▸ Exercise aim: Say how many lines in the records include the string "compass", adding no other words.

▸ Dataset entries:
*** Block opens ***
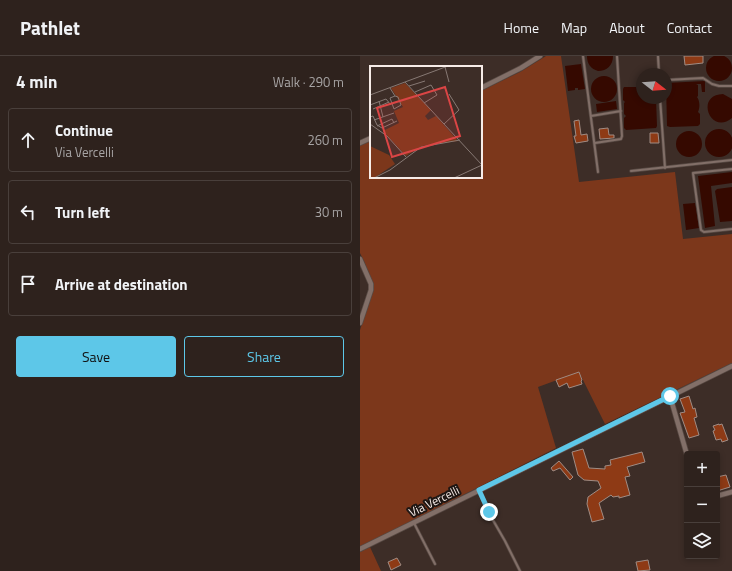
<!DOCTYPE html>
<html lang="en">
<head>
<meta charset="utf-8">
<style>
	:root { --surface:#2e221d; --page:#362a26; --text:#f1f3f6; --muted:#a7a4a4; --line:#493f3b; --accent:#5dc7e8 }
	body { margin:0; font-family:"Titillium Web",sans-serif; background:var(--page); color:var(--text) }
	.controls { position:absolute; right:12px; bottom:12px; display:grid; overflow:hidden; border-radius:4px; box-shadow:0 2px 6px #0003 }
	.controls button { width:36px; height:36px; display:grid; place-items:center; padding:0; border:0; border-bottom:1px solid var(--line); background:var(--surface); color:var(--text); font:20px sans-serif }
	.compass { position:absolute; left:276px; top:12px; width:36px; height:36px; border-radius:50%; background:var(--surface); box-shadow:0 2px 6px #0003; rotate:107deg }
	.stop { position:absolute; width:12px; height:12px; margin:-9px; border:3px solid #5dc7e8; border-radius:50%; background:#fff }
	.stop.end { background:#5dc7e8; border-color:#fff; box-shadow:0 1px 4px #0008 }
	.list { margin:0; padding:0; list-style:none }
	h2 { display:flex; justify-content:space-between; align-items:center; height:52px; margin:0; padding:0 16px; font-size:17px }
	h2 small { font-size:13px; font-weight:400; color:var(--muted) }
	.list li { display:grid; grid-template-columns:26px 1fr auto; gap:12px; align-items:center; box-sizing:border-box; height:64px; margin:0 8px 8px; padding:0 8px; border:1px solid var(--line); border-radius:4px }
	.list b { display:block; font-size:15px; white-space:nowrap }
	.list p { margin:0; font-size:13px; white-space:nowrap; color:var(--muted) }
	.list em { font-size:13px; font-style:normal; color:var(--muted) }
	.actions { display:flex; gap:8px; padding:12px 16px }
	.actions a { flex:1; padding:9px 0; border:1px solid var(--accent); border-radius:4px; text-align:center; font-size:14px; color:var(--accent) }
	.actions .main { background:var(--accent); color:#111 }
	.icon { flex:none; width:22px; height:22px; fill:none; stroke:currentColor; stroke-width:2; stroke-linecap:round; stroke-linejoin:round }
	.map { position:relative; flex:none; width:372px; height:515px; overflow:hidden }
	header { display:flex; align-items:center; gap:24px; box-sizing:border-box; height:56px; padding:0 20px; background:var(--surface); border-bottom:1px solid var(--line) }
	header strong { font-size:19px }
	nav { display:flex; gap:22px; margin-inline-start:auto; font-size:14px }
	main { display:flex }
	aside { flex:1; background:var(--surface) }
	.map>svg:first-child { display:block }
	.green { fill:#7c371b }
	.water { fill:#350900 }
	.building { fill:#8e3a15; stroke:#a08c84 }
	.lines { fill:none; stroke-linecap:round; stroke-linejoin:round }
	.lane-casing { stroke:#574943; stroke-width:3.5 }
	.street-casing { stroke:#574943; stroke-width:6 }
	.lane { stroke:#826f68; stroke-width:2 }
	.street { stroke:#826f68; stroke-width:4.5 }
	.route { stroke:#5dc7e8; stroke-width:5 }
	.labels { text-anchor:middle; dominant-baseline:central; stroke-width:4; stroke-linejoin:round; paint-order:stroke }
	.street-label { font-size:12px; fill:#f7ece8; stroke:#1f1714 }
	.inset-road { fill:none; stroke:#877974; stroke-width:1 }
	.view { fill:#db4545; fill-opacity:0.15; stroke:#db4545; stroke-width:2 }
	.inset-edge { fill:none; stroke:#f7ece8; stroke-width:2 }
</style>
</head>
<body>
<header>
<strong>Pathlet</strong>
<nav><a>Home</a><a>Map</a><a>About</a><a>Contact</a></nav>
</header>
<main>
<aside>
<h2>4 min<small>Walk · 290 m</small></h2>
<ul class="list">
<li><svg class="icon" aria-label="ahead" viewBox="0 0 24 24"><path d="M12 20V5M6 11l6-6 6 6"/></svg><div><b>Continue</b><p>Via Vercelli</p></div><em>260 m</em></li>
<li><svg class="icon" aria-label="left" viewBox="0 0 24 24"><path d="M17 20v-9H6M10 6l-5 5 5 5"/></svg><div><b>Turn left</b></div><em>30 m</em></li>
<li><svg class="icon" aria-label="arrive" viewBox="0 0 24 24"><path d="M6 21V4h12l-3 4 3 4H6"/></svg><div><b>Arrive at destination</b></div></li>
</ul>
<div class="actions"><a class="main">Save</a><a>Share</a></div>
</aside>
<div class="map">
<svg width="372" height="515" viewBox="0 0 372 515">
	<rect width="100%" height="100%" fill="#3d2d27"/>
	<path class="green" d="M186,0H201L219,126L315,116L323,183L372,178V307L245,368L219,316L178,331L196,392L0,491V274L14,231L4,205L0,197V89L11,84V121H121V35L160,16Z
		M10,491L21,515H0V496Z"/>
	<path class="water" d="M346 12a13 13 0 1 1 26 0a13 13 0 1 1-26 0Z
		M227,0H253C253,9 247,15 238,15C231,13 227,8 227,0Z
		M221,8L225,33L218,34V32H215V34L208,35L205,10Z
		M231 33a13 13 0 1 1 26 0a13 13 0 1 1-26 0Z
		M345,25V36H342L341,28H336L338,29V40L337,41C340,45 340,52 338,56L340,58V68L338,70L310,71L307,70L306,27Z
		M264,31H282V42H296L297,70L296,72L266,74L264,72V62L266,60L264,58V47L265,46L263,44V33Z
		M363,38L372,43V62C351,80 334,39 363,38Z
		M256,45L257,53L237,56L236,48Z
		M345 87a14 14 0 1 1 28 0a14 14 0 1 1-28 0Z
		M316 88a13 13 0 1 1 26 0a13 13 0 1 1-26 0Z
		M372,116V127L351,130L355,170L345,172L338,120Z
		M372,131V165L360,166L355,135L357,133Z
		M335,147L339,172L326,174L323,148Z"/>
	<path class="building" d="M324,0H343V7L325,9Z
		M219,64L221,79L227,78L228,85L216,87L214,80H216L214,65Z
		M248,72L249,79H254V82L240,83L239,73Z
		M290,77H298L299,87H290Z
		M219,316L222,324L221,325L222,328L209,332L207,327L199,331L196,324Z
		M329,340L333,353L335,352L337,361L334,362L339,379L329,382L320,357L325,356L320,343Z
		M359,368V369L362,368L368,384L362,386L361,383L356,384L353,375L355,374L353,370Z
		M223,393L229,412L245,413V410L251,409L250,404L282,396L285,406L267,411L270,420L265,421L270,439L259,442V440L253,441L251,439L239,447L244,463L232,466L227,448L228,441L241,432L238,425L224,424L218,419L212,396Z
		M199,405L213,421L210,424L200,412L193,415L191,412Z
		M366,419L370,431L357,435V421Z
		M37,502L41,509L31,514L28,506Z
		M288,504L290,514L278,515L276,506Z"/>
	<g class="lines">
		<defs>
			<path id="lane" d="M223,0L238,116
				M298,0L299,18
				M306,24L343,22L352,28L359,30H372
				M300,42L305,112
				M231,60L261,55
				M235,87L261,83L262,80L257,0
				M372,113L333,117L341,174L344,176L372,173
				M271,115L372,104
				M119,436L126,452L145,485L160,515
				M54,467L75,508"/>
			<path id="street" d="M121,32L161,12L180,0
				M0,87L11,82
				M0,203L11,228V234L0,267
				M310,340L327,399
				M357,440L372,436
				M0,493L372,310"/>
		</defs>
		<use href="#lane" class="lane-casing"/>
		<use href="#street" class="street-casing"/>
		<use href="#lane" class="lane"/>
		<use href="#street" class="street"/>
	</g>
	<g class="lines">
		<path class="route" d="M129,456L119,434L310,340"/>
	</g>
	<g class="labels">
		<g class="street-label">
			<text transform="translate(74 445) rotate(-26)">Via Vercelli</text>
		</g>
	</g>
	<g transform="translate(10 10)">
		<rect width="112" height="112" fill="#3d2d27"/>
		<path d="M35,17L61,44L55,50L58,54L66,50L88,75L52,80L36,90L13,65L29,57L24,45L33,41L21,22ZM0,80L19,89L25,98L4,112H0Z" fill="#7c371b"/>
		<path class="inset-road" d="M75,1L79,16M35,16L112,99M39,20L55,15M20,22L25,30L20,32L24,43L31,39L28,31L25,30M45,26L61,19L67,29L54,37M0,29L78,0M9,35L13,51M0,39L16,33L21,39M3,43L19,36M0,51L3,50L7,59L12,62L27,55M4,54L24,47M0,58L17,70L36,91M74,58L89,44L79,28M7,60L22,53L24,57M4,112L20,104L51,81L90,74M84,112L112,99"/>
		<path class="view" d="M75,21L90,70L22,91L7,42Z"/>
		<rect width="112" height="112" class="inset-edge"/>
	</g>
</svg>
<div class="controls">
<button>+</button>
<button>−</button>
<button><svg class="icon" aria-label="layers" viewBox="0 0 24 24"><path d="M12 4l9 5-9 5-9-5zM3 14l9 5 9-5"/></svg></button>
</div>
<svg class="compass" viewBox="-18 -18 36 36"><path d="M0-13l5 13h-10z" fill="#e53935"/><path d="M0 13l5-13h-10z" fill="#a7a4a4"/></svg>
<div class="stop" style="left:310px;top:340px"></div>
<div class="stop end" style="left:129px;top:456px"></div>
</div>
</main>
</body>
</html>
*** Block closes ***
*** Block opens ***
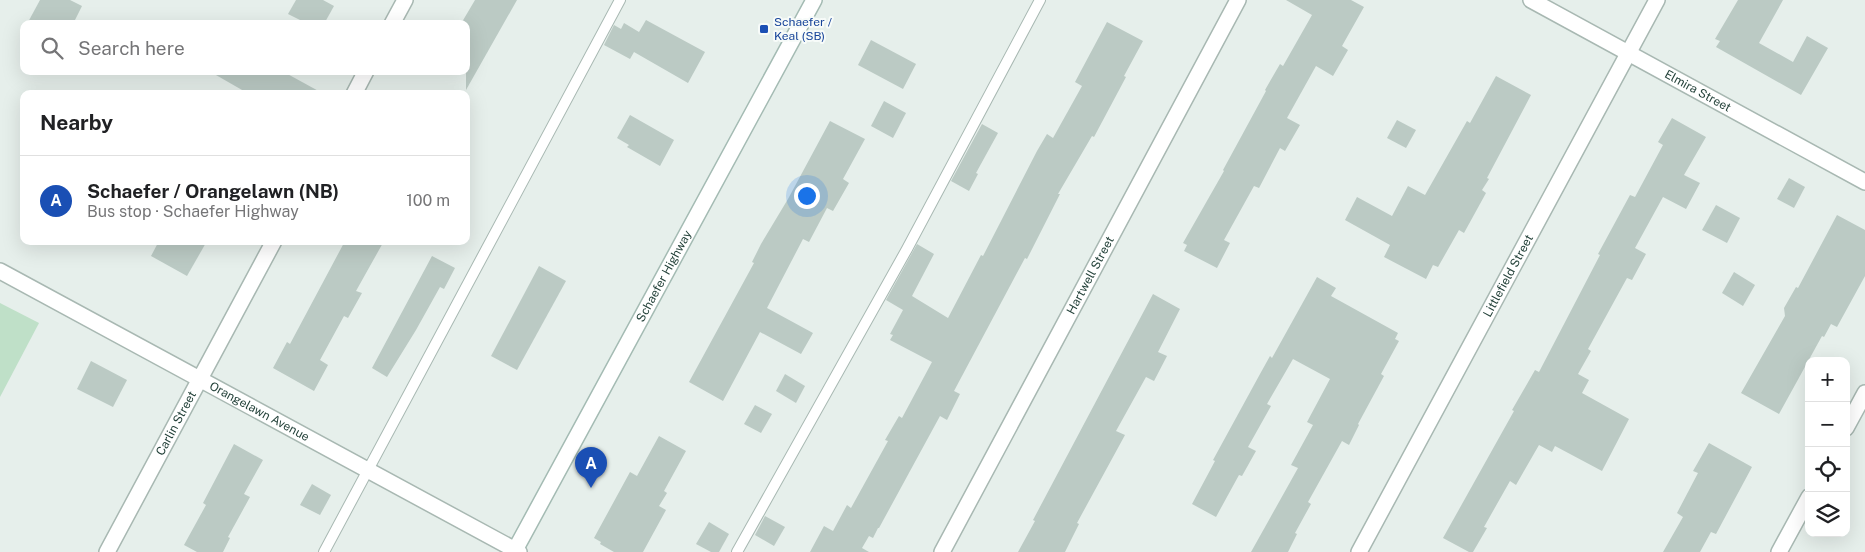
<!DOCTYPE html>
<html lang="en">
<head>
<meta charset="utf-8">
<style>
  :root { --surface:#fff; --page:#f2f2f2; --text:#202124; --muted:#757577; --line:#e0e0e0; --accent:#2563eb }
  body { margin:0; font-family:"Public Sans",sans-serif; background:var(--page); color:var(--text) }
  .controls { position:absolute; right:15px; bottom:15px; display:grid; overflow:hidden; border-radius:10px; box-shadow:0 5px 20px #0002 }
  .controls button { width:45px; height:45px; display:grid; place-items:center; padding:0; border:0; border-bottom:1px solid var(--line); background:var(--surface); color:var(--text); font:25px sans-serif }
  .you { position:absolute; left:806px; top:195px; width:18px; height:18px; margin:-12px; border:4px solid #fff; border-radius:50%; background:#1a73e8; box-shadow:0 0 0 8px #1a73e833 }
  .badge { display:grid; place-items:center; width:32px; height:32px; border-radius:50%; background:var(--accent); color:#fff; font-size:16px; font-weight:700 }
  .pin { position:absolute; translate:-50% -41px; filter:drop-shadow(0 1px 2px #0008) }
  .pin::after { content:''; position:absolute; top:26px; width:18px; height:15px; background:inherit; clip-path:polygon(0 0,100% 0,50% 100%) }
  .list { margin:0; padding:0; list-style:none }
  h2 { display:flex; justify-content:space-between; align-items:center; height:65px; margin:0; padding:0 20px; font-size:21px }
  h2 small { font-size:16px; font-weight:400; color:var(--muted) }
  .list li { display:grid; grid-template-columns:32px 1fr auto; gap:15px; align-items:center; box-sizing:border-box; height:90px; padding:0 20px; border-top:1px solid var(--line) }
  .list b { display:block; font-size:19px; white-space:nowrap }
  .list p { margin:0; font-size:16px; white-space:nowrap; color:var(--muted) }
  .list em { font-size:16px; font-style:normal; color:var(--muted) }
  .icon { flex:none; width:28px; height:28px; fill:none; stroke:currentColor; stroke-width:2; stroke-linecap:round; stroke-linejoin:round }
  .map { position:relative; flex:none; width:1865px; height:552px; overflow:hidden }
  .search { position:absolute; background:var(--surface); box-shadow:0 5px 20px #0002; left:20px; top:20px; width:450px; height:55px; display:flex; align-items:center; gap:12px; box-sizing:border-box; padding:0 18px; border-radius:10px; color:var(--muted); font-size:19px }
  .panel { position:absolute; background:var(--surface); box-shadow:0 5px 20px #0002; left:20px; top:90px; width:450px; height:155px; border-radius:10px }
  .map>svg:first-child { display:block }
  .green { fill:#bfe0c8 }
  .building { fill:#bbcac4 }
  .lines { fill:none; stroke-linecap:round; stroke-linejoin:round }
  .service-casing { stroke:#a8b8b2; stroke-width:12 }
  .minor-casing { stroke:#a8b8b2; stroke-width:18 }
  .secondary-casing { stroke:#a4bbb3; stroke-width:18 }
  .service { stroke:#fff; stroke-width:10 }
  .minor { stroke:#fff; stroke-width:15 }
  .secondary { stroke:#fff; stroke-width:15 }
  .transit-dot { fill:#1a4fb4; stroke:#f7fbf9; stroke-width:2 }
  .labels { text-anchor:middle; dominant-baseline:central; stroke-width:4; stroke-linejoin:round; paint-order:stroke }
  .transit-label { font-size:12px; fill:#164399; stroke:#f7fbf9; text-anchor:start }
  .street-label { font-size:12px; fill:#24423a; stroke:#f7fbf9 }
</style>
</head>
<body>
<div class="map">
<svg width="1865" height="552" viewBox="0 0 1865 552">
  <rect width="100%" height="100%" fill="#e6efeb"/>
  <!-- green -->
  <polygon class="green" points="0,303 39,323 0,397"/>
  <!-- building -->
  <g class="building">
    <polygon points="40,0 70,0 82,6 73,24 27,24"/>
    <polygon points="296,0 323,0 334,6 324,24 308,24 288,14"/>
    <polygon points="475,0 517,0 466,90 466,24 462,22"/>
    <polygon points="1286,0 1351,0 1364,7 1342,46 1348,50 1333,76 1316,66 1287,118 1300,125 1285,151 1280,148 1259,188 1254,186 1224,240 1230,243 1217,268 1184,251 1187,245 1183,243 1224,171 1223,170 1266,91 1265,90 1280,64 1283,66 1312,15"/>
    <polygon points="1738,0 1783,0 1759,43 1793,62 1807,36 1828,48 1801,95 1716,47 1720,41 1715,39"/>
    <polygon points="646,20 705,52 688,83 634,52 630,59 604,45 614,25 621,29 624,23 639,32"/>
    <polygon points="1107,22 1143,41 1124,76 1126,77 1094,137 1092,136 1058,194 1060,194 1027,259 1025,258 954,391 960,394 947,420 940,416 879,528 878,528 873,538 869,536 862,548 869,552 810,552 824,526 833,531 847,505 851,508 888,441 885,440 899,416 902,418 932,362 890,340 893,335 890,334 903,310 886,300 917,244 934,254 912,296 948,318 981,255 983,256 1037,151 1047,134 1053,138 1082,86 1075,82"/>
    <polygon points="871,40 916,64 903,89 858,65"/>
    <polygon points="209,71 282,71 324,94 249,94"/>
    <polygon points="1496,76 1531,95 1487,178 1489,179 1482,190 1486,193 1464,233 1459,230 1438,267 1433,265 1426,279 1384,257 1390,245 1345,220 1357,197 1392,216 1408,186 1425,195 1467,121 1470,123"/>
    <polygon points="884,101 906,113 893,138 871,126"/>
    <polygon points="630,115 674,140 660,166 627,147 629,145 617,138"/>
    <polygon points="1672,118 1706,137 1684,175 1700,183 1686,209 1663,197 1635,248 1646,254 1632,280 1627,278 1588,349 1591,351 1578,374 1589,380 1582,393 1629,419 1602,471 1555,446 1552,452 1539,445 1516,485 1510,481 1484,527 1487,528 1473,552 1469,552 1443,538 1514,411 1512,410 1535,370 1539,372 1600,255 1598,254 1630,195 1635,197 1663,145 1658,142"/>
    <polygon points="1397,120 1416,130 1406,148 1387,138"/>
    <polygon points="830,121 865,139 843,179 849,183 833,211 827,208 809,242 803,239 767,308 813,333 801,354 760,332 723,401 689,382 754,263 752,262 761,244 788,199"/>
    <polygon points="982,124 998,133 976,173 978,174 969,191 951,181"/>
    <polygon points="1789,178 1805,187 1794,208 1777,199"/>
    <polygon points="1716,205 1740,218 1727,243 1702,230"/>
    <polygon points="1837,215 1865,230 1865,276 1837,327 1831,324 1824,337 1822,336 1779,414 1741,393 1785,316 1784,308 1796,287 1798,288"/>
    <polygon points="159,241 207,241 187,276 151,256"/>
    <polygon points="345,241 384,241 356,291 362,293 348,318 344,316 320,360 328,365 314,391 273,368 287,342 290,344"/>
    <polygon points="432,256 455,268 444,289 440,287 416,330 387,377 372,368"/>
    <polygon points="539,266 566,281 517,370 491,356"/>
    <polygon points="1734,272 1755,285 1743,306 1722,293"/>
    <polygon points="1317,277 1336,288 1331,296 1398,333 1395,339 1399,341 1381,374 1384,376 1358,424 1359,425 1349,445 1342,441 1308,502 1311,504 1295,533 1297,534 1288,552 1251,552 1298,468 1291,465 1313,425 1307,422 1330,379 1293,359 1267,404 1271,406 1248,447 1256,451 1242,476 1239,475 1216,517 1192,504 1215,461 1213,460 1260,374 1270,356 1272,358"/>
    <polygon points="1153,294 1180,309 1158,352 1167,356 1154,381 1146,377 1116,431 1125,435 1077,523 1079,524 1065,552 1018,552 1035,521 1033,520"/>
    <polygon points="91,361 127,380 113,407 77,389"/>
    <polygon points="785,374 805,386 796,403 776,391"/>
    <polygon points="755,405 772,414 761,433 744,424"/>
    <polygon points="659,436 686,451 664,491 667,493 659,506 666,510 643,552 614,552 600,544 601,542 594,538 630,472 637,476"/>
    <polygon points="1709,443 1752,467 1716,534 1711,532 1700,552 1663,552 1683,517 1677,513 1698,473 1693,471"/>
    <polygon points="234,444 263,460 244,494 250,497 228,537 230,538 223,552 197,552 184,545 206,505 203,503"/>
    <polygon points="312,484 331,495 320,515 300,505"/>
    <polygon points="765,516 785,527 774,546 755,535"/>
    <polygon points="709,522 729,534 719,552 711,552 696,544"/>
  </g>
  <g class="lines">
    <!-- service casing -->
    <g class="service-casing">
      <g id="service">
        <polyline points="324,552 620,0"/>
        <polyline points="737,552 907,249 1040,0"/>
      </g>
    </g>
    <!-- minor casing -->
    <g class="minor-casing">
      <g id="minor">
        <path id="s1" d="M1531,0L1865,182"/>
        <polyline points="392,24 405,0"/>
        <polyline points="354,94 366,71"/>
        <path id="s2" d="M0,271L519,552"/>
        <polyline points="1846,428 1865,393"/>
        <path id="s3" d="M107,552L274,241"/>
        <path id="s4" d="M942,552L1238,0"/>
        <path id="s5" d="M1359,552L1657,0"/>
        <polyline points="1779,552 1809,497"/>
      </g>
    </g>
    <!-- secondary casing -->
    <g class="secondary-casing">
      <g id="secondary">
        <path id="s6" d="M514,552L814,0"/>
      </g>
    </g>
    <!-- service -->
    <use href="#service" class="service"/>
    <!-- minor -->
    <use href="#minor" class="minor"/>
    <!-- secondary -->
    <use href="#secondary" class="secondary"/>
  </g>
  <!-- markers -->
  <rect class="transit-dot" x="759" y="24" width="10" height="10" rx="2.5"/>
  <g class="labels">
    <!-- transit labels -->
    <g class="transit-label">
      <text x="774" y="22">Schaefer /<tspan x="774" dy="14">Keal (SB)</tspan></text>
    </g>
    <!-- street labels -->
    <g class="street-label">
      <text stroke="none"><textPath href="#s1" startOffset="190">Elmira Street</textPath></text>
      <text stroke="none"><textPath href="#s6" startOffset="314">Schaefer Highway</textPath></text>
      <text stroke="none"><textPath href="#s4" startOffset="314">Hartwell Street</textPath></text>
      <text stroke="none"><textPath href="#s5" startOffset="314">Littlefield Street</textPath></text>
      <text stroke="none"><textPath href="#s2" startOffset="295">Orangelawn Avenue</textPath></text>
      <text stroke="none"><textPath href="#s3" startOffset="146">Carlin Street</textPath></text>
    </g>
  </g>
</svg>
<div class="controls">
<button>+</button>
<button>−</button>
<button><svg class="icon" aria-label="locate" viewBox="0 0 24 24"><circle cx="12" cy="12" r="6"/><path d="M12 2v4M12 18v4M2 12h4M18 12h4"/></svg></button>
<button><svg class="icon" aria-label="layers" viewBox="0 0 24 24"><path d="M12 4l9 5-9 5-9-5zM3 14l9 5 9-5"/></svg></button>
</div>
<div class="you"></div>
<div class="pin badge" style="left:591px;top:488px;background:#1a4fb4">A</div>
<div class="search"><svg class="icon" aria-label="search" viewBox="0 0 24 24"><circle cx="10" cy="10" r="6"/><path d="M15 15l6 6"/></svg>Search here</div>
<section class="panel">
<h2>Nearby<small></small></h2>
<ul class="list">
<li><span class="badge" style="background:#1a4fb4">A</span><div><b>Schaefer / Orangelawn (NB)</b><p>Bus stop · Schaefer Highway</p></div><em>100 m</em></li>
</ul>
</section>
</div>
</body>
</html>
*** Block closes ***
▸ The completed task: 2